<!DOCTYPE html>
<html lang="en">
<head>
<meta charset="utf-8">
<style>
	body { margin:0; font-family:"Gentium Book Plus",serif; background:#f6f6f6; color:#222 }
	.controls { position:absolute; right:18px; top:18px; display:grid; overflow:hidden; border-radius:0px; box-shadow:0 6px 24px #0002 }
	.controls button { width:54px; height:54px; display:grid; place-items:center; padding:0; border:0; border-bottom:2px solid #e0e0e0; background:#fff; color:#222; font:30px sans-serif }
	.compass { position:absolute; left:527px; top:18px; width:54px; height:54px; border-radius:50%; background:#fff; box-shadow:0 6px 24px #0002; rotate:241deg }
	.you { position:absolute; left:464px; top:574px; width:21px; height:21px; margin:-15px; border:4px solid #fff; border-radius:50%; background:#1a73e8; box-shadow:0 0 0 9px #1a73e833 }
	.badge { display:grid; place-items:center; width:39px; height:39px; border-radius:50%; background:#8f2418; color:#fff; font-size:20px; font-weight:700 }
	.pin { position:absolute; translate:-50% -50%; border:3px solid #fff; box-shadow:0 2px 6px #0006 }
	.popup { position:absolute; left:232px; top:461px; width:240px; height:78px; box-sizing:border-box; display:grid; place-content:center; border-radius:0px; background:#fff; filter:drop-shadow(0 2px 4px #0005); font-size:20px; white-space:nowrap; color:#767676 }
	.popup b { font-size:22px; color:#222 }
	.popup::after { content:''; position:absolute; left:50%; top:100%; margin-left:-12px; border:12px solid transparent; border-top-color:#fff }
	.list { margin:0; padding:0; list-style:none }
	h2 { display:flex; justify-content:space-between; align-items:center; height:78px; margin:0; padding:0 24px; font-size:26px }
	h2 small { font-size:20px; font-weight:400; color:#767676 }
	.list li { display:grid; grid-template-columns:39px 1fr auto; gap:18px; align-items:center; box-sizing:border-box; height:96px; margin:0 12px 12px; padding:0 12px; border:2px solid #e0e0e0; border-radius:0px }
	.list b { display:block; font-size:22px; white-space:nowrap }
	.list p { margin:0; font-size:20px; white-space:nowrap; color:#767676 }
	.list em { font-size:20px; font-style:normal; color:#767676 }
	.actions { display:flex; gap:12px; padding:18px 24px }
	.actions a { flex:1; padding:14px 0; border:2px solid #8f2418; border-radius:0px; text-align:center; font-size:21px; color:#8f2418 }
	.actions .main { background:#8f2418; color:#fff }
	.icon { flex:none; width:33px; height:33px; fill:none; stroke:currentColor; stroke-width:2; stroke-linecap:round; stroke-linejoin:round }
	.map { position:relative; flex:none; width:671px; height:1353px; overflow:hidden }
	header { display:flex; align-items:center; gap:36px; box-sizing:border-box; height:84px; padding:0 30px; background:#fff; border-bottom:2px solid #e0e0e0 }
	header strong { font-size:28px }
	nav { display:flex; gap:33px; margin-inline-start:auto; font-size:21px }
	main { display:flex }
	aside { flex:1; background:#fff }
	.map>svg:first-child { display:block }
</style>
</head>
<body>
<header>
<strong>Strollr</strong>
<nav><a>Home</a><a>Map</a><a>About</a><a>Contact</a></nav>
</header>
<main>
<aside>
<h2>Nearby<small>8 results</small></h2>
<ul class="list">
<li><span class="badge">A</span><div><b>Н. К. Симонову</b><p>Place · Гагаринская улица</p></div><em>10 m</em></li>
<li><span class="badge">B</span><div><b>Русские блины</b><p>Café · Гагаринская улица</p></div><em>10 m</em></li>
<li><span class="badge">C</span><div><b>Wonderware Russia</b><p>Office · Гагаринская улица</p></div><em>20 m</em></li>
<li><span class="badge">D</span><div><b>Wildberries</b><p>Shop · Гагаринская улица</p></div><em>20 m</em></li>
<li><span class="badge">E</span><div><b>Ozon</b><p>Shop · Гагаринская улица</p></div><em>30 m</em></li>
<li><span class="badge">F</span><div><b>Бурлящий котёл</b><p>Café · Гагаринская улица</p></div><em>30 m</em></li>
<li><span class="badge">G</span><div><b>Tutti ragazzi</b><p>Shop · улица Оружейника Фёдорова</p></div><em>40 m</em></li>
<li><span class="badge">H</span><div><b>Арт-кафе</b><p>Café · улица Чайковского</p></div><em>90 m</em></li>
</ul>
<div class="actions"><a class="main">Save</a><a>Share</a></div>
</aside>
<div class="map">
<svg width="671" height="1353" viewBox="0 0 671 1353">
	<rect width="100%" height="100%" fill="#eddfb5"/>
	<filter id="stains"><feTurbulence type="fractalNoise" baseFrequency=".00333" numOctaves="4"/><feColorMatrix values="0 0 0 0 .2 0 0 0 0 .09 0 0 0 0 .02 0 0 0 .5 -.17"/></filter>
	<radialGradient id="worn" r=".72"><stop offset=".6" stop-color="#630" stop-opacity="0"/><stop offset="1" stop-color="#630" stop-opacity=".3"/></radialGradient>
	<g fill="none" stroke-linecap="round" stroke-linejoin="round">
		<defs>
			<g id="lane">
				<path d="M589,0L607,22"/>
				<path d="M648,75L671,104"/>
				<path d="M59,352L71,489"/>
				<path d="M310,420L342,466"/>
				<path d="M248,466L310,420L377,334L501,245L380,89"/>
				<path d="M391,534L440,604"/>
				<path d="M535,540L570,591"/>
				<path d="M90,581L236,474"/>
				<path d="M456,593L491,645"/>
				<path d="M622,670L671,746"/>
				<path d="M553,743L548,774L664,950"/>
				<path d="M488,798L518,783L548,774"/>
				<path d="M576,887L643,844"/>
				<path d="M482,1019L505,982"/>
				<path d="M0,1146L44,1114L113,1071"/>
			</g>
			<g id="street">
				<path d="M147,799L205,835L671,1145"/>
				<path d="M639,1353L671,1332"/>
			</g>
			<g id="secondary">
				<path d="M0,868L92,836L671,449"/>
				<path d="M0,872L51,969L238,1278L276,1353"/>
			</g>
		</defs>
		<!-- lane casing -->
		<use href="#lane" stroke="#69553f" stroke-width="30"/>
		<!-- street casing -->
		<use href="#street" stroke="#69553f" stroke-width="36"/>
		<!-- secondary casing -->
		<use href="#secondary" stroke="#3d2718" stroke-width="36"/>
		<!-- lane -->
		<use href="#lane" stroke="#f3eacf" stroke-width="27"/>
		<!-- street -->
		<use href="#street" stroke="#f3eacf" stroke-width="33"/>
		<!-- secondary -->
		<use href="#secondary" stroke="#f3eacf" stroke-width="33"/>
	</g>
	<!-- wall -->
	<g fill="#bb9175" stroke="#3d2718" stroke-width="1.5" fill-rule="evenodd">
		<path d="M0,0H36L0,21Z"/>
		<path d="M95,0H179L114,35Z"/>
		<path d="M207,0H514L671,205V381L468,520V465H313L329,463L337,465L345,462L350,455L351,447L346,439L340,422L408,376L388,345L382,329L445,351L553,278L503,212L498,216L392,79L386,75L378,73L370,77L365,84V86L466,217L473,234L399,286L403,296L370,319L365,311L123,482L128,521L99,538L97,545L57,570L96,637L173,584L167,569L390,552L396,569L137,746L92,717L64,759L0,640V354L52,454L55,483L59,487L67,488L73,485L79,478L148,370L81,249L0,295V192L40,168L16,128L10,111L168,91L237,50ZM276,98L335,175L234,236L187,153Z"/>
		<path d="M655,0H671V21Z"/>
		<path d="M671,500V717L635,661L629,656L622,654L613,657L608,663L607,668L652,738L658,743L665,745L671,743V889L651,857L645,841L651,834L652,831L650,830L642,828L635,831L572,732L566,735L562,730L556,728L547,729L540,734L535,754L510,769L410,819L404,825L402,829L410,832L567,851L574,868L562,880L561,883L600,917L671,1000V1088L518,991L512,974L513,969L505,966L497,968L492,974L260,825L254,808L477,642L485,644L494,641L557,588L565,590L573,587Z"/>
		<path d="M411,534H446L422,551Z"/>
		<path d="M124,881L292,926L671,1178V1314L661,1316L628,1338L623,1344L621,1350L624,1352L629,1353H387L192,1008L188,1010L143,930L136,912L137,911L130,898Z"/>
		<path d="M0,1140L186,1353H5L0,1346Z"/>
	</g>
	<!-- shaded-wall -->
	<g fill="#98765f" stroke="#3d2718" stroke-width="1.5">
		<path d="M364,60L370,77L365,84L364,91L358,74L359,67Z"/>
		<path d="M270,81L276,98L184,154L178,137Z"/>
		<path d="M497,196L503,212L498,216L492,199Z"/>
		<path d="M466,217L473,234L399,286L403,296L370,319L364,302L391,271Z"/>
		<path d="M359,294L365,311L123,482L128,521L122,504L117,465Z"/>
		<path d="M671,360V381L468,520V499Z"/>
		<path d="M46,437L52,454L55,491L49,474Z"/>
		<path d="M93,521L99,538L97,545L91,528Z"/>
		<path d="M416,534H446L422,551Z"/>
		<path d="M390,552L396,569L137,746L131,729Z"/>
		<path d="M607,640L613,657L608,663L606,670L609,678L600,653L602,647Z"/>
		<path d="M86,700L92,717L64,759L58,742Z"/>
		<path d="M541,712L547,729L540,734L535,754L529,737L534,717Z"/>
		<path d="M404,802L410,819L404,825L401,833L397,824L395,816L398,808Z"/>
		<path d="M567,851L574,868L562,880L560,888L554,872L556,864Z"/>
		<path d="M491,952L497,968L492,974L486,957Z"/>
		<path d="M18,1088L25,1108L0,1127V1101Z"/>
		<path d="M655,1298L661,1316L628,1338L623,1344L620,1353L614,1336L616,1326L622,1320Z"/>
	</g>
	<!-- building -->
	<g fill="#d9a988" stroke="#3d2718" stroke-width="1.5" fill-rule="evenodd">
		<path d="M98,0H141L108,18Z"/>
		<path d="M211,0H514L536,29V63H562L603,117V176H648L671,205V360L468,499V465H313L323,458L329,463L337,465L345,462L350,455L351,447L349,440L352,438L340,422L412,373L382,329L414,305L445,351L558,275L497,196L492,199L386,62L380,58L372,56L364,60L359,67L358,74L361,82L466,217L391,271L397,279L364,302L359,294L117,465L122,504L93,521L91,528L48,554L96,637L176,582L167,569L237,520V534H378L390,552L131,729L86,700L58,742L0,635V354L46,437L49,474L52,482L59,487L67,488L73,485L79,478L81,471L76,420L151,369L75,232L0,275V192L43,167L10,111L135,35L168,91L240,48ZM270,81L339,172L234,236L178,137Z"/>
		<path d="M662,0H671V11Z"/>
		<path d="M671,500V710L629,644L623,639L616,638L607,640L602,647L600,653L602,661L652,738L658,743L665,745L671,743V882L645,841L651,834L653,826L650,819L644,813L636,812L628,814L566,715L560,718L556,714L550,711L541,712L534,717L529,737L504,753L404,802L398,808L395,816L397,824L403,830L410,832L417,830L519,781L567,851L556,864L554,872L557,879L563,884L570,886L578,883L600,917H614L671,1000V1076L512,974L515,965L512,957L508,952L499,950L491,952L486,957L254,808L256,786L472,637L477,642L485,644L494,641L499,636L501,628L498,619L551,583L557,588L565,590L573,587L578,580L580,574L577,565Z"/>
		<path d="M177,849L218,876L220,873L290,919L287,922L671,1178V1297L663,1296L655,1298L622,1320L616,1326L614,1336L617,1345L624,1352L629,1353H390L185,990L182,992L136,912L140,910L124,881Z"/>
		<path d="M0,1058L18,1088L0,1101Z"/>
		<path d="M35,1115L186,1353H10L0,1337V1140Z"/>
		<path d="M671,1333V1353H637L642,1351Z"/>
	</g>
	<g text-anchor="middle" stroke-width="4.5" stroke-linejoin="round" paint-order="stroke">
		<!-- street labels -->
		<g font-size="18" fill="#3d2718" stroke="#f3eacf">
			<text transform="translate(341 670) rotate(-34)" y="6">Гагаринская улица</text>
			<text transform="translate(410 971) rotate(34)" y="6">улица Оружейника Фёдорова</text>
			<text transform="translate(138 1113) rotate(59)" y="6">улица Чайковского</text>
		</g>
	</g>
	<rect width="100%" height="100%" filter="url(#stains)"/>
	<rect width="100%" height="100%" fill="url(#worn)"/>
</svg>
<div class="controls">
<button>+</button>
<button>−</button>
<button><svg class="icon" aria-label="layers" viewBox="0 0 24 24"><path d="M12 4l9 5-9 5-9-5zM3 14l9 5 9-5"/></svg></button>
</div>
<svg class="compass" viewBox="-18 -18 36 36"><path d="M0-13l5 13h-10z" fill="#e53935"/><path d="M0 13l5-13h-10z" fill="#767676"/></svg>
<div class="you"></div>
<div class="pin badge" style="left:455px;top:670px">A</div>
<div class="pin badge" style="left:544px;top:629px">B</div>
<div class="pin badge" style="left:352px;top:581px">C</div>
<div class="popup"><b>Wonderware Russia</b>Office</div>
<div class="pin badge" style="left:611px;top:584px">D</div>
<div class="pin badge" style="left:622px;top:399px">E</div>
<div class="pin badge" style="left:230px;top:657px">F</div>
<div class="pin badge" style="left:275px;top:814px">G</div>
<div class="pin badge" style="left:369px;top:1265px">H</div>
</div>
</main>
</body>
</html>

· · · · ·

• _What you need to do_
Copy every line of the listing that includes the string "auto".

• _Output of the exercise_
	.list li { display:grid; grid-template-columns:39px 1fr auto; gap:18px; align-items:center; box-sizing:border-box; height:96px; margin:0 12px 12px; padding:0 12px; border:2px solid #e0e0e0; border-radius:0px }
	nav { display:flex; gap:33px; margin-inline-start:auto; font-size:21px }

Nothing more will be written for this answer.